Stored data

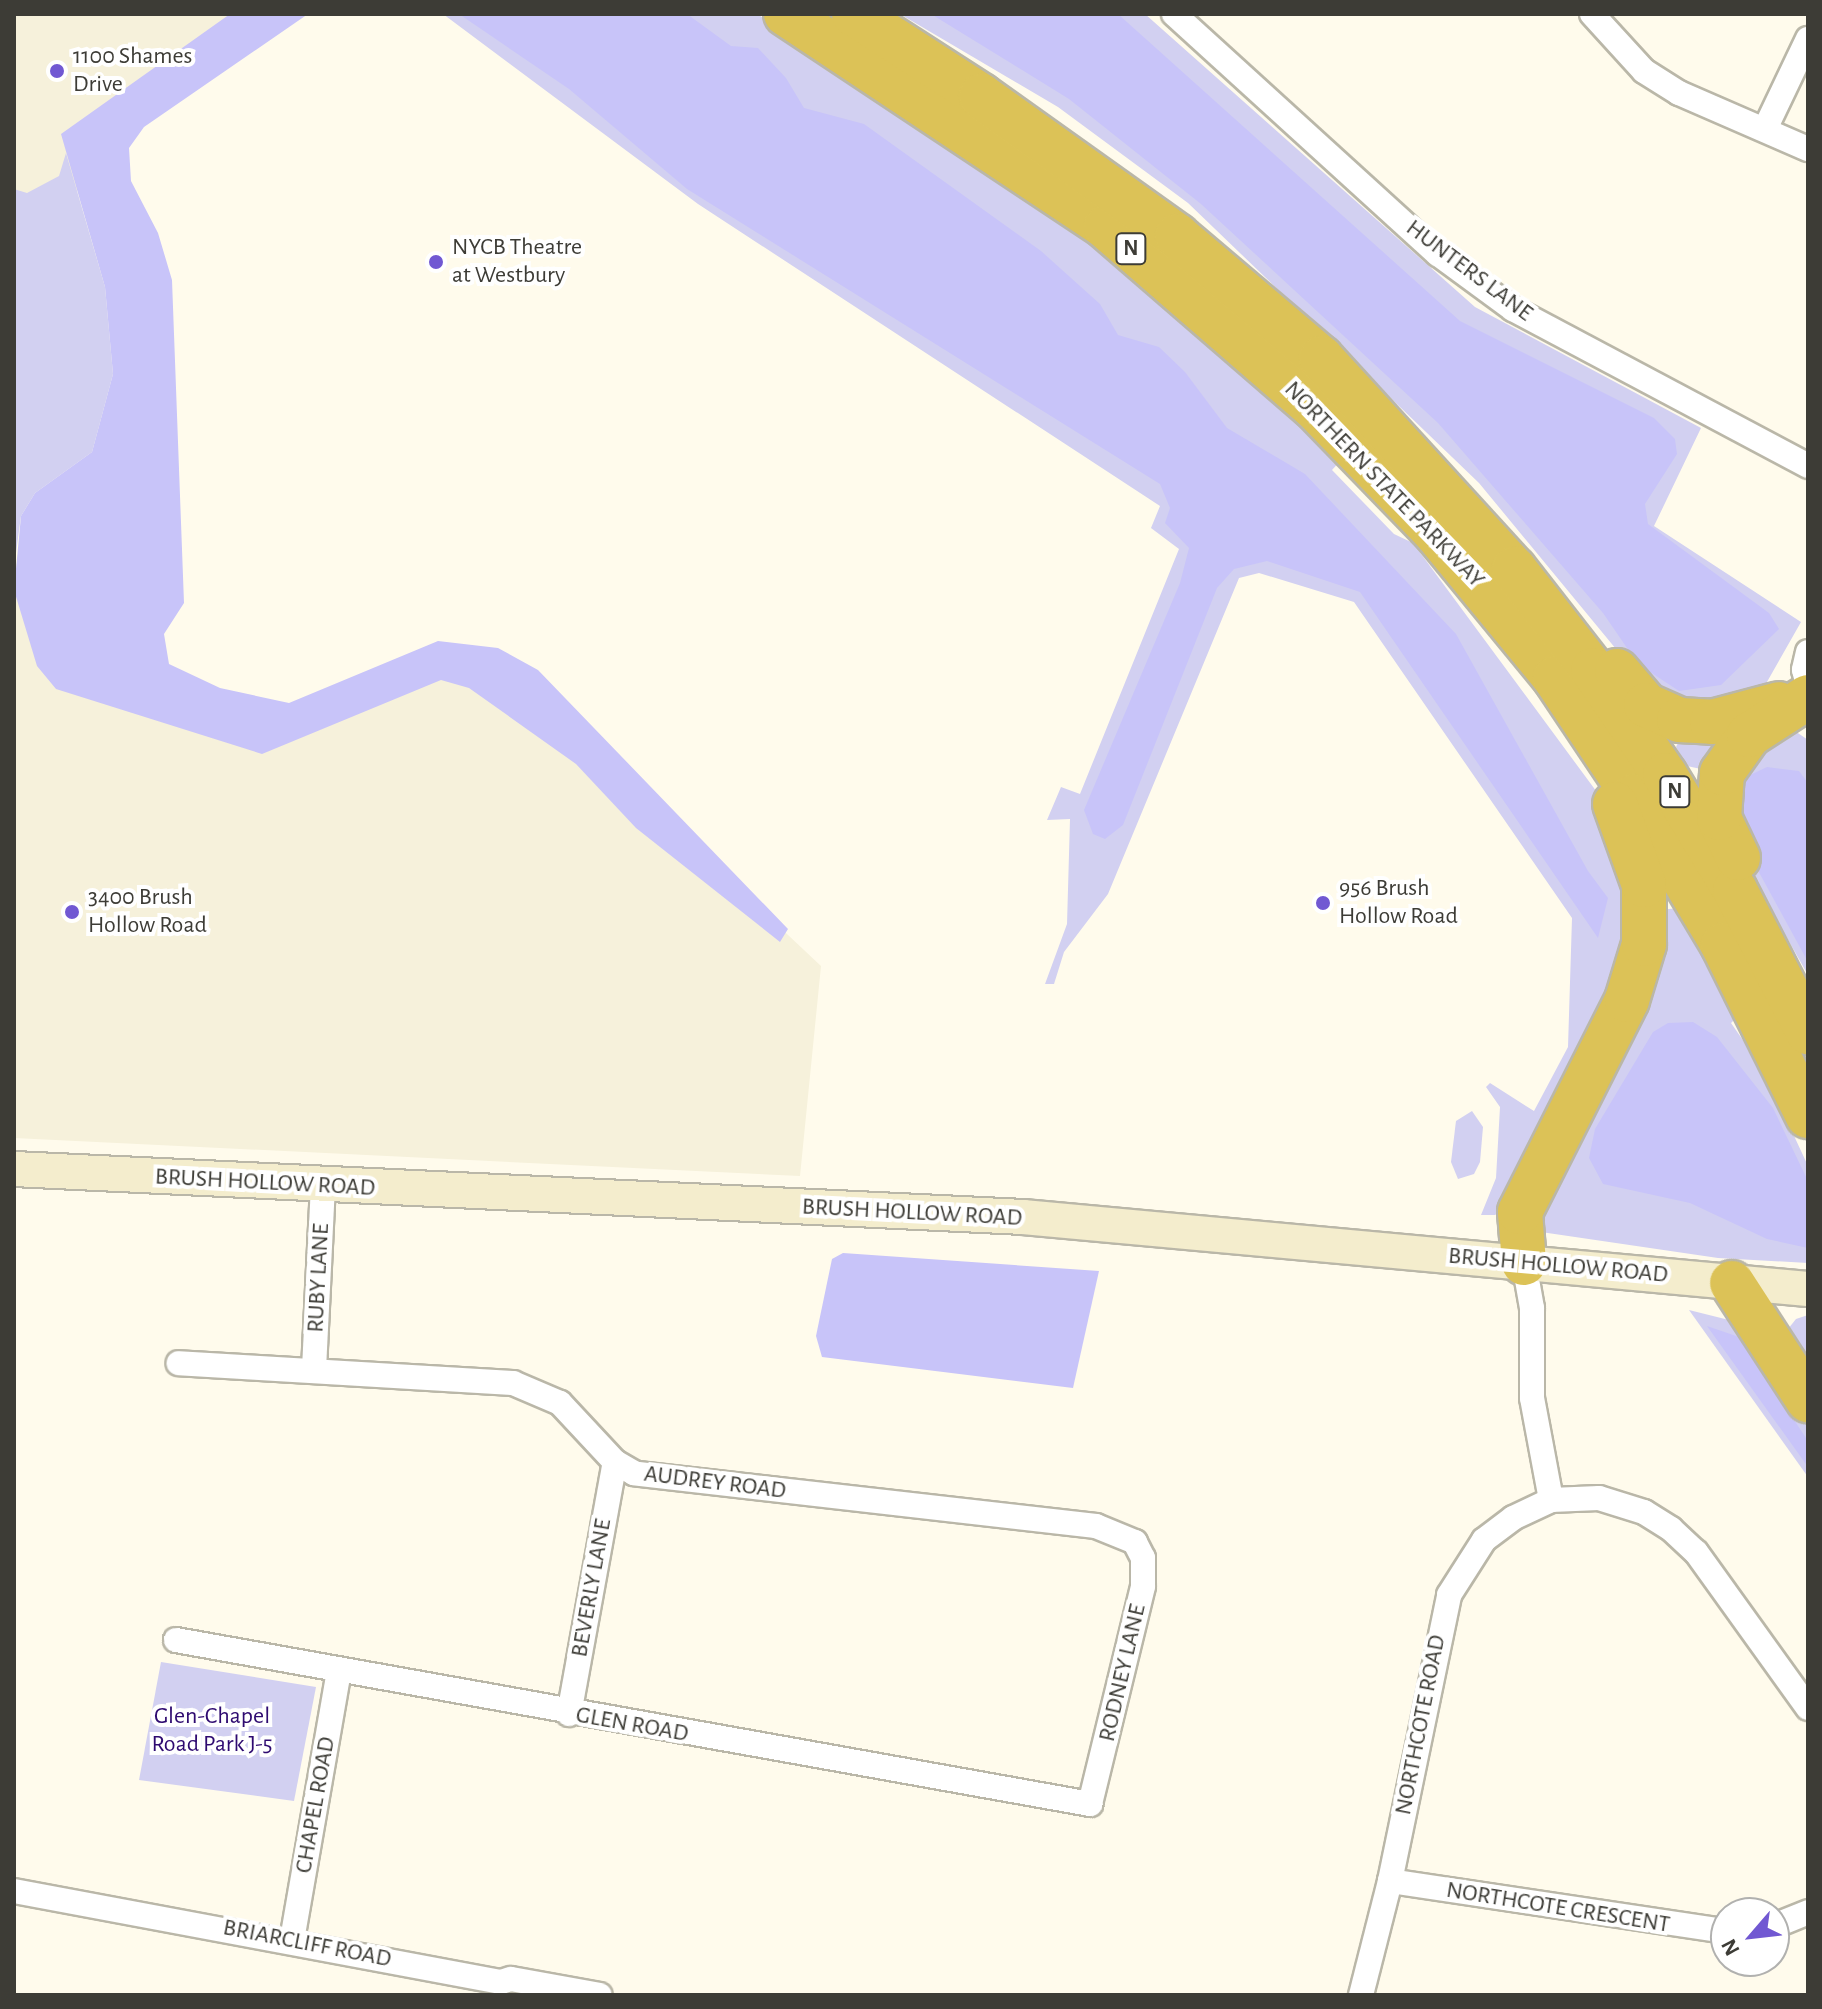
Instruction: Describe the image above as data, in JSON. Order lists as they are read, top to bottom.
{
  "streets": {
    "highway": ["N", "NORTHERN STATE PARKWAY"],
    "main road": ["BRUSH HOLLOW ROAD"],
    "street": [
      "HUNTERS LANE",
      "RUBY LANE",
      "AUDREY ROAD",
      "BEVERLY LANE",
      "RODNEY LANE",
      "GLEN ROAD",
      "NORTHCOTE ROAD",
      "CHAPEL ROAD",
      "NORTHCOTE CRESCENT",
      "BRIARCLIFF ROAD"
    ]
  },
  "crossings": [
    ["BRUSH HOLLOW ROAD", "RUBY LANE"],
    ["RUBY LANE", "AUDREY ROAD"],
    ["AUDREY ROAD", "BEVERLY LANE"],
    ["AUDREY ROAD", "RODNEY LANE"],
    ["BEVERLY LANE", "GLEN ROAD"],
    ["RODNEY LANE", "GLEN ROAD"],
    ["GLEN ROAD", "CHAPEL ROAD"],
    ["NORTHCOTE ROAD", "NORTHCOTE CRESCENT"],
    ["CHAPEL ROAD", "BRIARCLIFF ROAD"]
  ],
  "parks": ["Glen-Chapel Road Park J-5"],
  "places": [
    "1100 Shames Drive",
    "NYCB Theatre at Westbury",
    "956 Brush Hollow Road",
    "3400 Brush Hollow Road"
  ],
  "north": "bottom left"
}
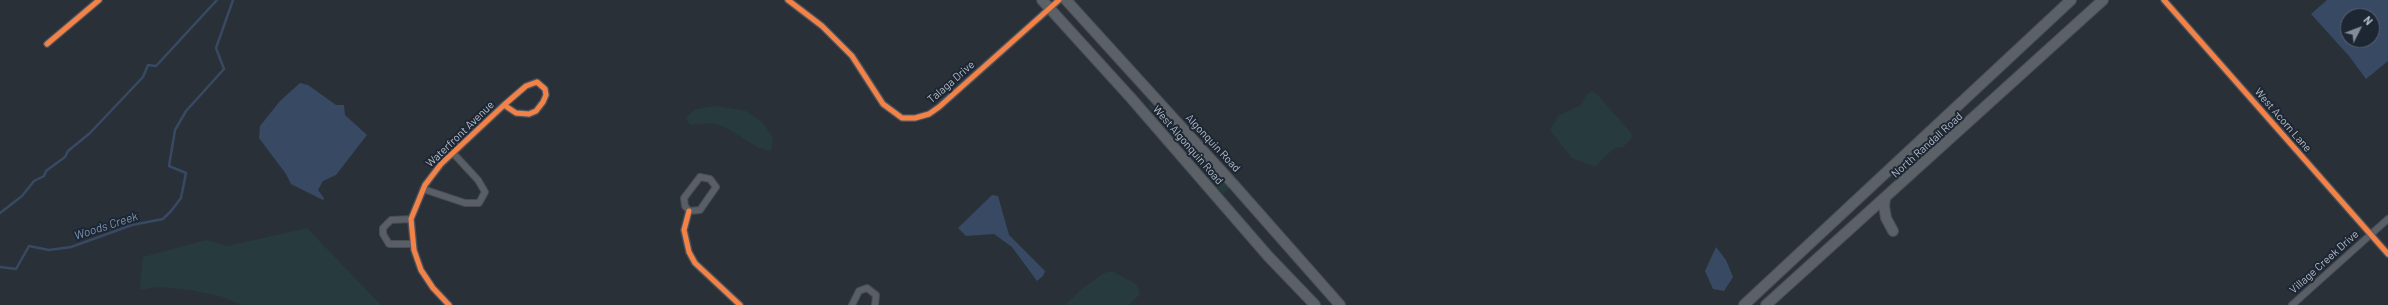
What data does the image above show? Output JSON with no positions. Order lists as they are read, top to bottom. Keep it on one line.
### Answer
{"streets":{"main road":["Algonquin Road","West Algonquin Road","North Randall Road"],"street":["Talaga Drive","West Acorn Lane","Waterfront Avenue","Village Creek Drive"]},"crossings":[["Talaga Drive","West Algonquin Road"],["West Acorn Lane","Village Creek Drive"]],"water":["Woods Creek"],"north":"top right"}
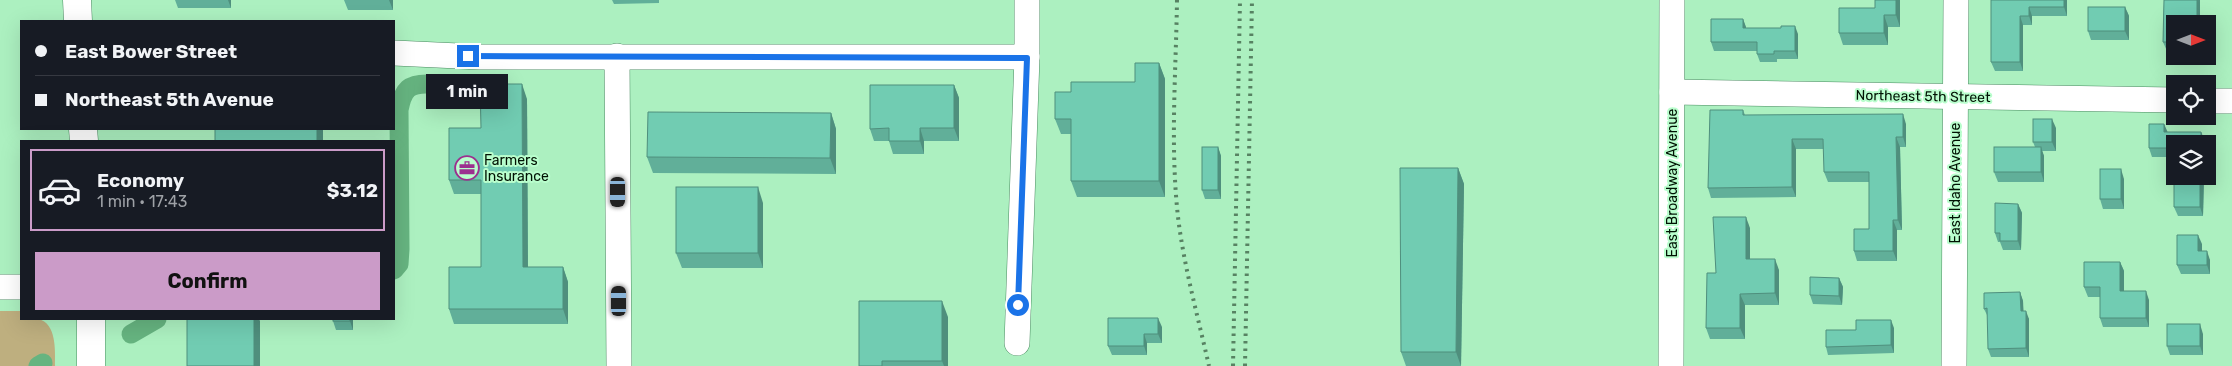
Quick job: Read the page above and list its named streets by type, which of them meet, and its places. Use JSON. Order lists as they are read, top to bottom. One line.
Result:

INSTRUCTIONS TO FOLLOW
Drop the pictures and give every line above again exactly.

RESULT OF THE TASK
Instruction: Describe the image above as data, in JSON. Order lists as they are read, top to bottom.
{
  "streets": {
    "highway": ["N", "NORTHERN STATE PARKWAY"],
    "main road": ["BRUSH HOLLOW ROAD"],
    "street": [
      "HUNTERS LANE",
      "RUBY LANE",
      "AUDREY ROAD",
      "BEVERLY LANE",
      "RODNEY LANE",
      "GLEN ROAD",
      "NORTHCOTE ROAD",
      "CHAPEL ROAD",
      "NORTHCOTE CRESCENT",
      "BRIARCLIFF ROAD"
    ]
  },
  "crossings": [
    ["BRUSH HOLLOW ROAD", "RUBY LANE"],
    ["RUBY LANE", "AUDREY ROAD"],
    ["AUDREY ROAD", "BEVERLY LANE"],
    ["AUDREY ROAD", "RODNEY LANE"],
    ["BEVERLY LANE", "GLEN ROAD"],
    ["RODNEY LANE", "GLEN ROAD"],
    ["GLEN ROAD", "CHAPEL ROAD"],
    ["NORTHCOTE ROAD", "NORTHCOTE CRESCENT"],
    ["CHAPEL ROAD", "BRIARCLIFF ROAD"]
  ],
  "parks": ["Glen-Chapel Road Park J-5"],
  "places": [
    "1100 Shames Drive",
    "NYCB Theatre at Westbury",
    "956 Brush Hollow Road",
    "3400 Brush Hollow Road"
  ],
  "north": "bottom left"
}
What data does the image above show? Output JSON with no positions. Order lists as they are read, top to bottom. Keep it on one line.
### Answer
{"streets":{"main road":["Algonquin Road","West Algonquin Road","North Randall Road"],"street":["Talaga Drive","West Acorn Lane","Waterfront Avenue","Village Creek Drive"]},"crossings":[["Talaga Drive","West Algonquin Road"],["West Acorn Lane","Village Creek Drive"]],"water":["Woods Creek"],"north":"top right"}
Quick job: Read the page above and list its named streets by type, which of them meet, and its places. Use JSON. Order lists as they are read, top to bottom. One line.
Result:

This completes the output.